--- DATA ---
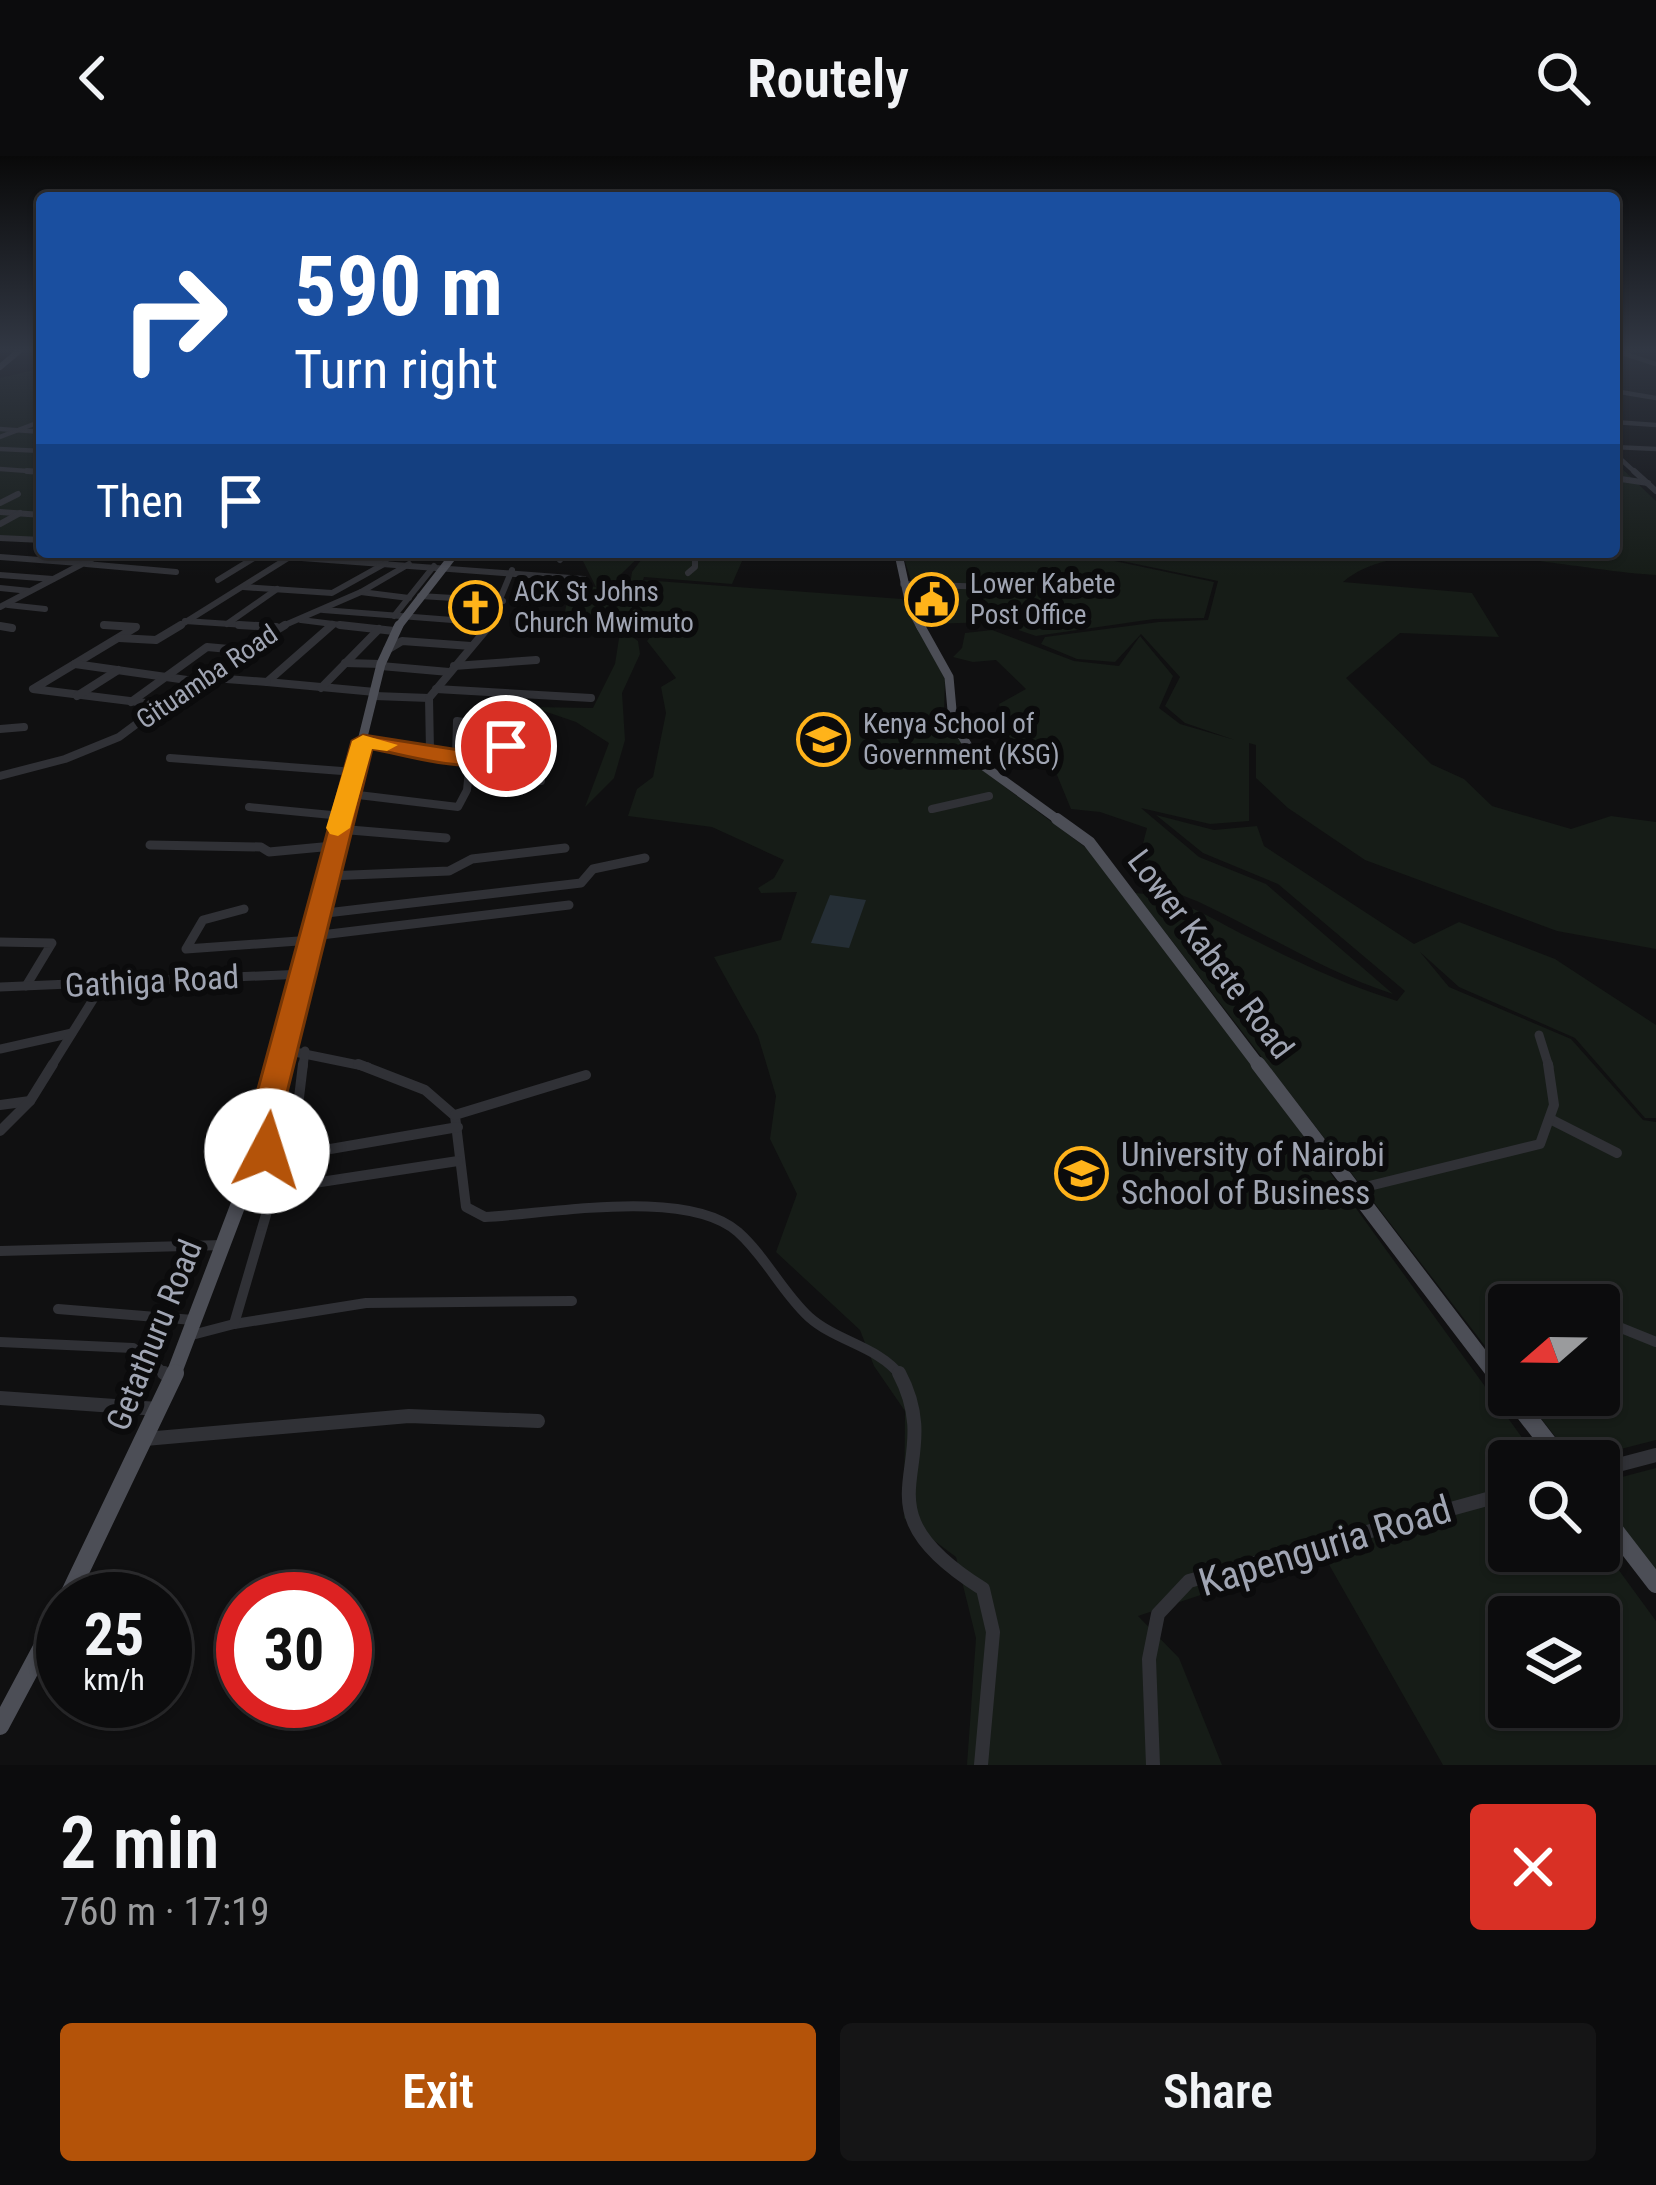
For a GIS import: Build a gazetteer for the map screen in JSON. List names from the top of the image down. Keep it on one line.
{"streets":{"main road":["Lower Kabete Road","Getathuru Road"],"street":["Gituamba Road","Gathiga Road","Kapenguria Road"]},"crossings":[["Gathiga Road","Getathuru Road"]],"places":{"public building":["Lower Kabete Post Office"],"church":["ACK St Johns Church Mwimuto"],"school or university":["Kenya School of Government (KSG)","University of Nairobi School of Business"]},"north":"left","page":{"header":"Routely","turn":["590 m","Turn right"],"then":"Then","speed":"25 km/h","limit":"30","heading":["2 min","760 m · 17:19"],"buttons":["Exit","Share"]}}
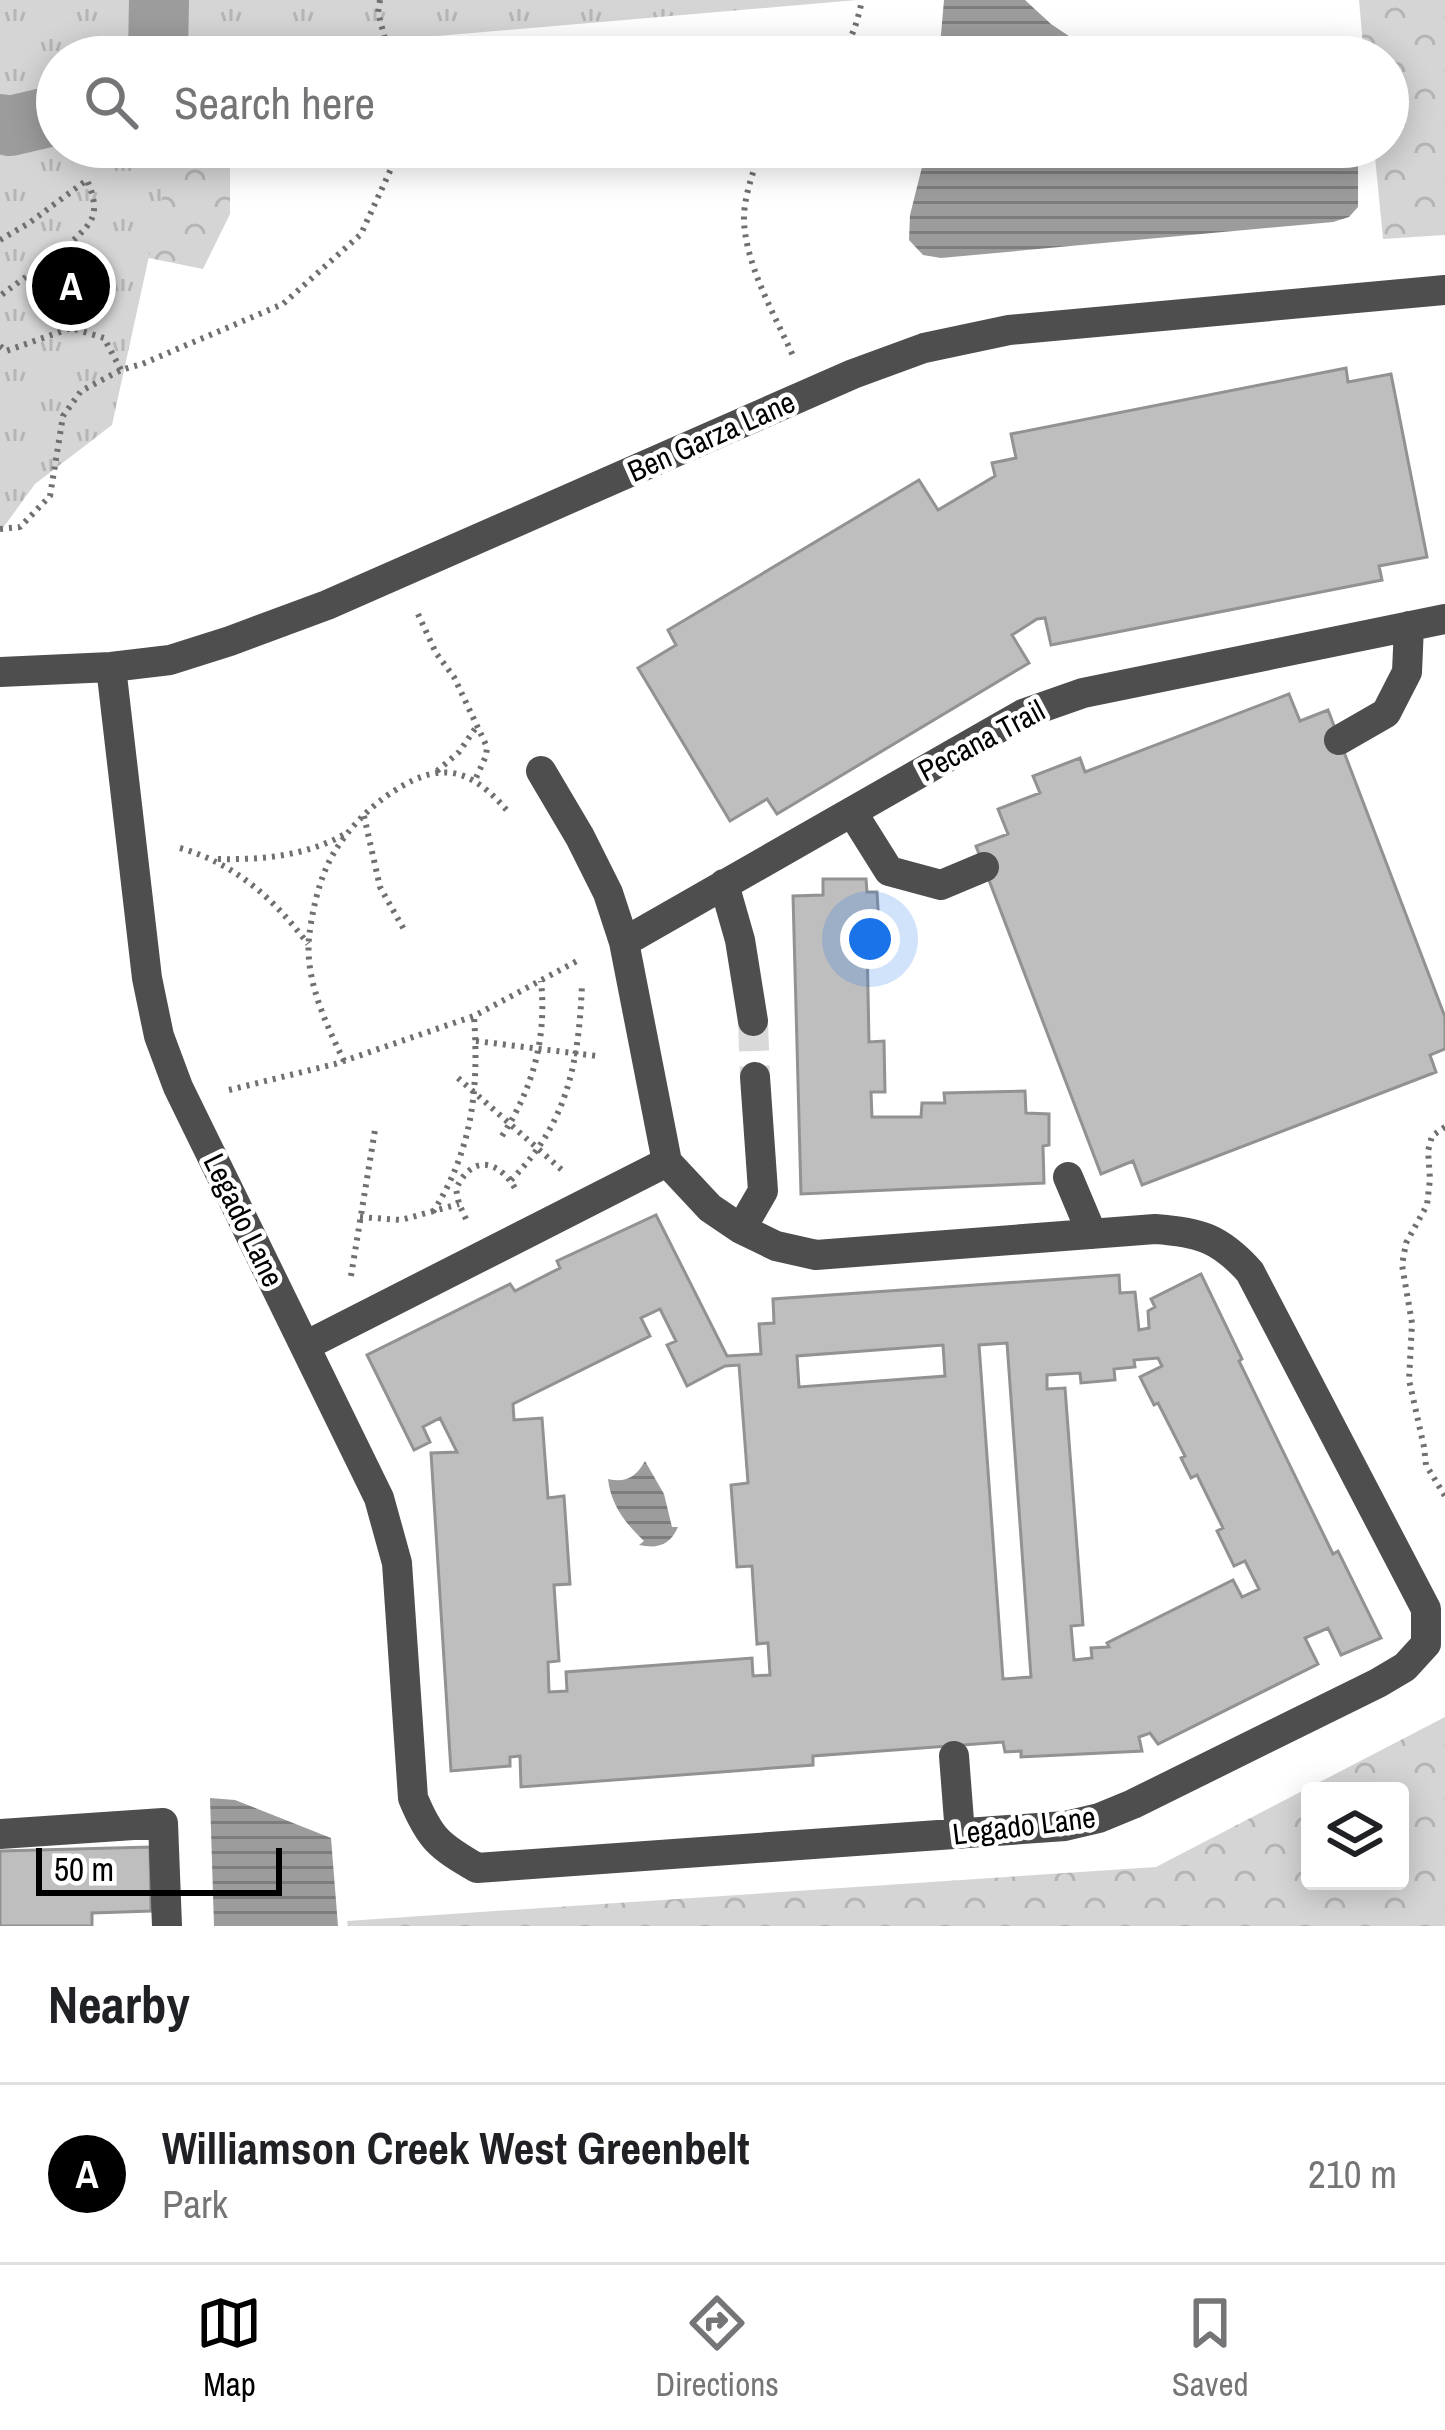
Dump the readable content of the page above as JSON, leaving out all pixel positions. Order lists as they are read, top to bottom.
---
**REQUIRED WORK:** Give the listing again exactly, minus its images.

**SOLUTION TO THIS PROBLEM:**
For a GIS import: Build a gazetteer for the map screen in JSON. List names from the top of the image down. Keep it on one line.
{"streets":{"main road":["Lower Kabete Road","Getathuru Road"],"street":["Gituamba Road","Gathiga Road","Kapenguria Road"]},"crossings":[["Gathiga Road","Getathuru Road"]],"places":{"public building":["Lower Kabete Post Office"],"church":["ACK St Johns Church Mwimuto"],"school or university":["Kenya School of Government (KSG)","University of Nairobi School of Business"]},"north":"left","page":{"header":"Routely","turn":["590 m","Turn right"],"then":"Then","speed":"25 km/h","limit":"30","heading":["2 min","760 m · 17:19"],"buttons":["Exit","Share"]}}
Dump the readable content of the page above as JSON, leaving out all pixel positions. Order lists as they are read, top to bottom.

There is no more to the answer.